O3ASE Questions - Issues - Advice

Gary Roberts

Moderator

Joined: 9 Feb 05

Posts: 5854

Credit: 111313045495

RAC: 34902165

earthbilly wrote:I seem to

18 May 2021 23:03:32 UTC

Message 185960 in response to message 185956

(moderation:

)

earthbilly wrote:

I seem to remember several days ago when I selected this task the first time, the task timer or clock showed this task estimated time to complete at 4 minutes each.

This is a well known and heavily discussed side effect of Einstein's continuing use of a single duration correction factor (DCF) combined with inaccurate crunch time estimates (in completely opposite directions) for the two main GPU apps - GRP and GW.

I'm sure cecht is fully aware of this and he would understand that it's not the cause of what he is describing.

If you want to understand why your initial GW tasks had a very low estimate, and why you would have received a whole bunch more than expected, just do a search for DCF (or duration correction factor).

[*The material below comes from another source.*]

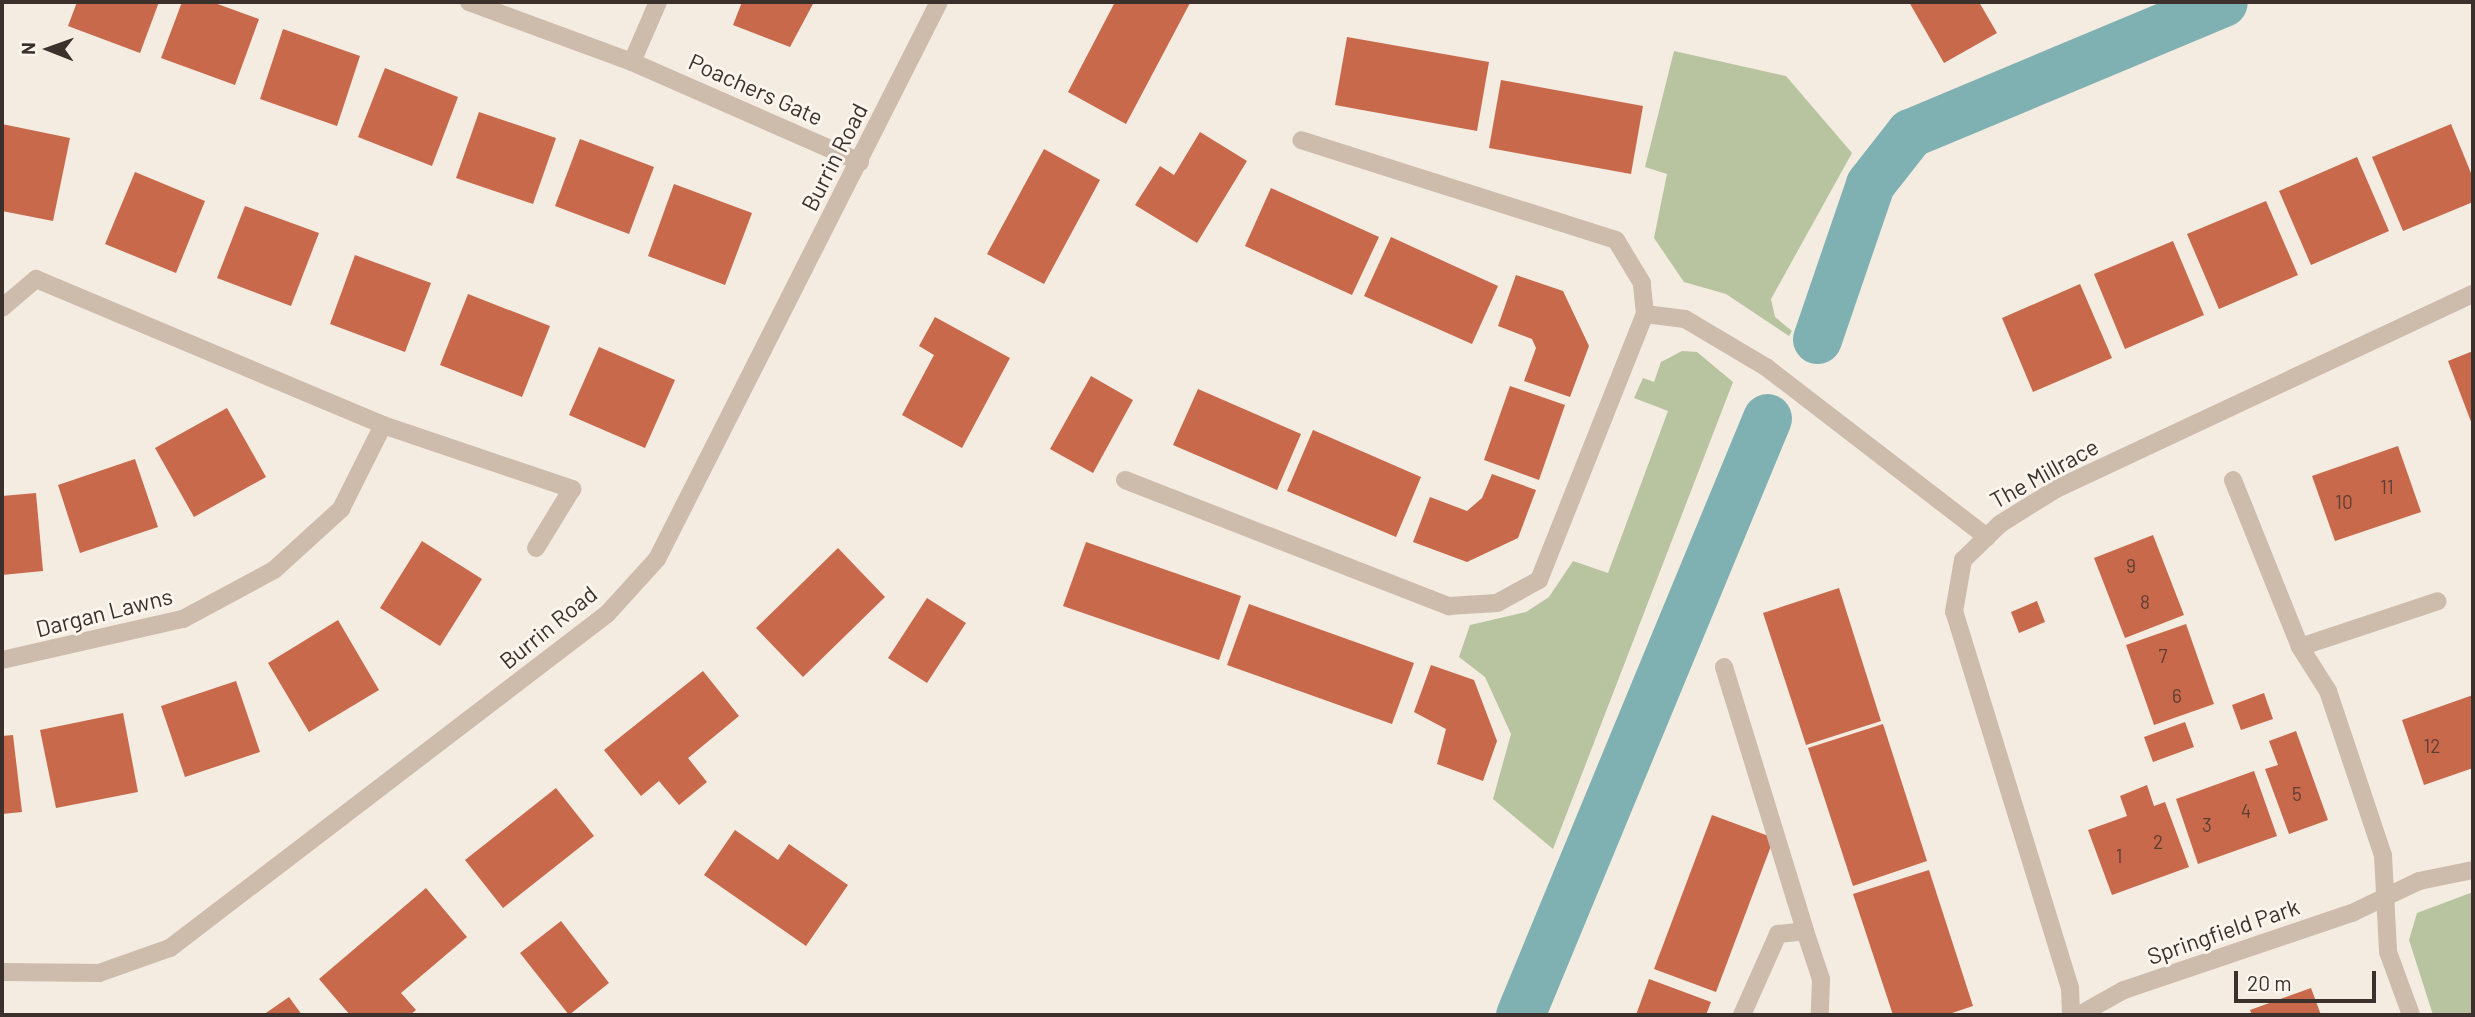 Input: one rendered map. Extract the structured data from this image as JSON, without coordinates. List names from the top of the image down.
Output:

There are probably plenty of hits to browse just for 2021 alone. Just try filtering on 2021 to see if you find a suitable explanation. If not, you would find it for certain in 2020.

Cheers,
Gary.

cecht

Joined: 7 Mar 18

Posts: 1453

Credit: 2535381336

RAC: 1946298

Gary Roberts wrote:Here is

19 May 2021 13:46:03 UTC

Message 185969 in response to message 185958

(moderation:

)

Gary Roberts wrote:

Here is a link to a comment that Richard Haselgrove posted about problems with <max_concurrent> a little while ago. It was the first reference I found with a search just now and I think there were other comments from him with even more details.

Hopefully he'll see his name being used in vain and respond accordingly with more information :-). Knowing Richard, he has probably continued to pursue this relentlessly :-).

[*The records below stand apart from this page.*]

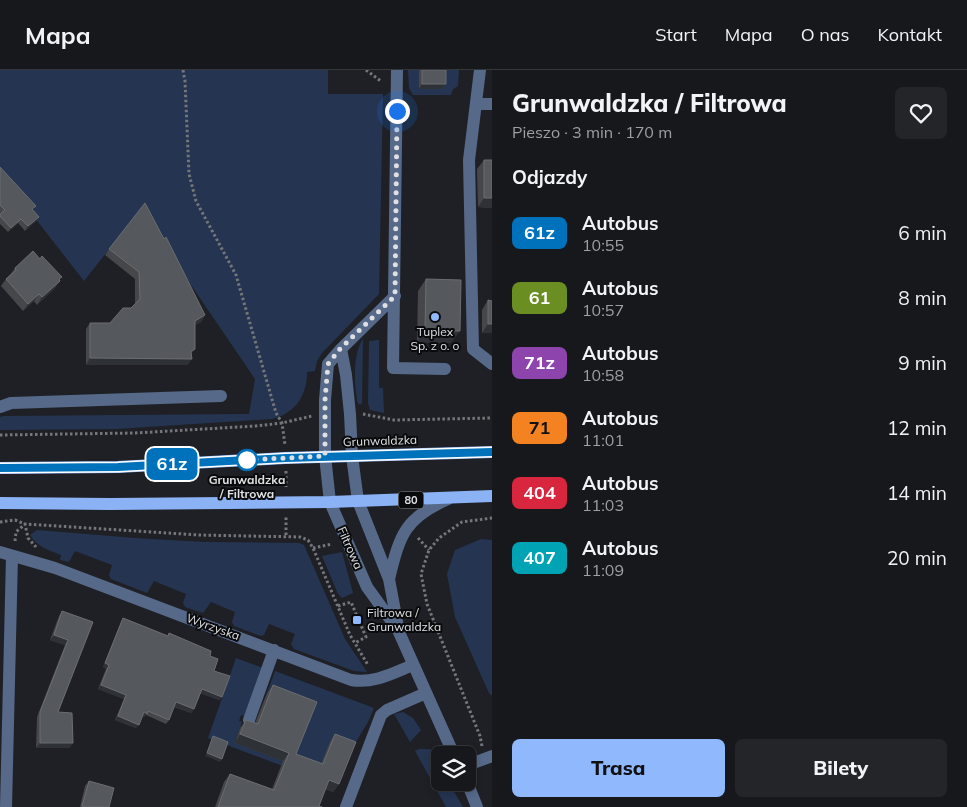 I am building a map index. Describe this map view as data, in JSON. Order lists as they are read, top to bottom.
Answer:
{
  "streets": {
    "main road": ["Grunwaldzka", "80"],
    "street": ["Filtrowa", "Wyrzyska"]
  },
  "crossings": [
    ["Grunwaldzka", "Filtrowa"],
    ["80", "Filtrowa"],
    ["Filtrowa", "Wyrzyska"]
  ],
  "places": {
    "other": ["Tuplex Sp. z o. o", "Grunwaldzka / Filtrowa"],
    "transit": ["Filtrowa / Grunwaldzka"]
  },
  "lines": ["bus line 61z"],
  "page": {
    "header": "Mapa",
    "nav": [
      "Start",
      "Mapa",
      "O nas",
      "Kontakt"
    ],
    "on_map": "61z",
    "heading": [
      ["Grunwaldzka / Filtrowa", "Pieszo · 3 min · 170 m"],
      "Odjazdy"
    ],
    "list": [
      {
        "mark": "61z",
        "name": "Autobus",
        "note": "10:55",
        "value": "6 min"
      },
      {
        "mark": "61",
        "name": "Autobus",
        "note": "10:57",
        "value": "8 min"
      },
      {
        "mark": "71z",
        "name": "Autobus",
        "note": "10:58",
        "value": "9 min"
      },
      {
        "mark": "71",
        "name": "Autobus",
        "note": "11:01",
        "value": "12 min"
      },
      {
        "mark": "404",
        "name": "Autobus",
        "note": "11:03",
        "value": "14 min"
      },
      {
        "mark": "407",
        "name": "Autobus",
        "note": "11:09",
        "value": "20 min"
      }
    ],
    "buttons": ["Trasa", "Bilety"]
  }
}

Dang, I need to sharpen my search skills. Thanks for the tip. I have pulled <max_concurrent> from app_config and I am waiting to see if magic happens. Both hosts have been using <max_concurrent>, like forever, but it is only recently on the one host that Bloated Task Queue Syndrome popped up. I'll report back tomorrow with results.

EDIT: Actually I have pulled <project_max_concurrent>, because I had not been using <max_concurrent>. Well, just checked and I did have <max_concurrent> set for <name>einstein_O2MD1</name> and have pulled that as well. That was a crumb left over for when I tried to run O2MD1 CPU tasks simultaneously with O3ASE GPU tasks, but since had un-ticked the O2MD1 app and all CPU tasks from by Project Preferences.

Ideas are not fixed, nor should they be; we live in model-dependent reality.

cecht

Joined: 7 Mar 18

Posts: 1453

Credit: 2535381336

RAC: 1946298

earthbilly wrote:Cecht, do

19 May 2021 13:39:19 UTC

Message 185970 in response to message 185956

(moderation:

)

earthbilly wrote:

Cecht, do you remember what the original batch you Q'd said per task? And is it getting closer? Sounds like it is not. Guess I could try again. Now I am interested. Just in case I'm only going to allow one computer to get them. One I know I can run x2 per gpu. Tomorrow. Then I'll report.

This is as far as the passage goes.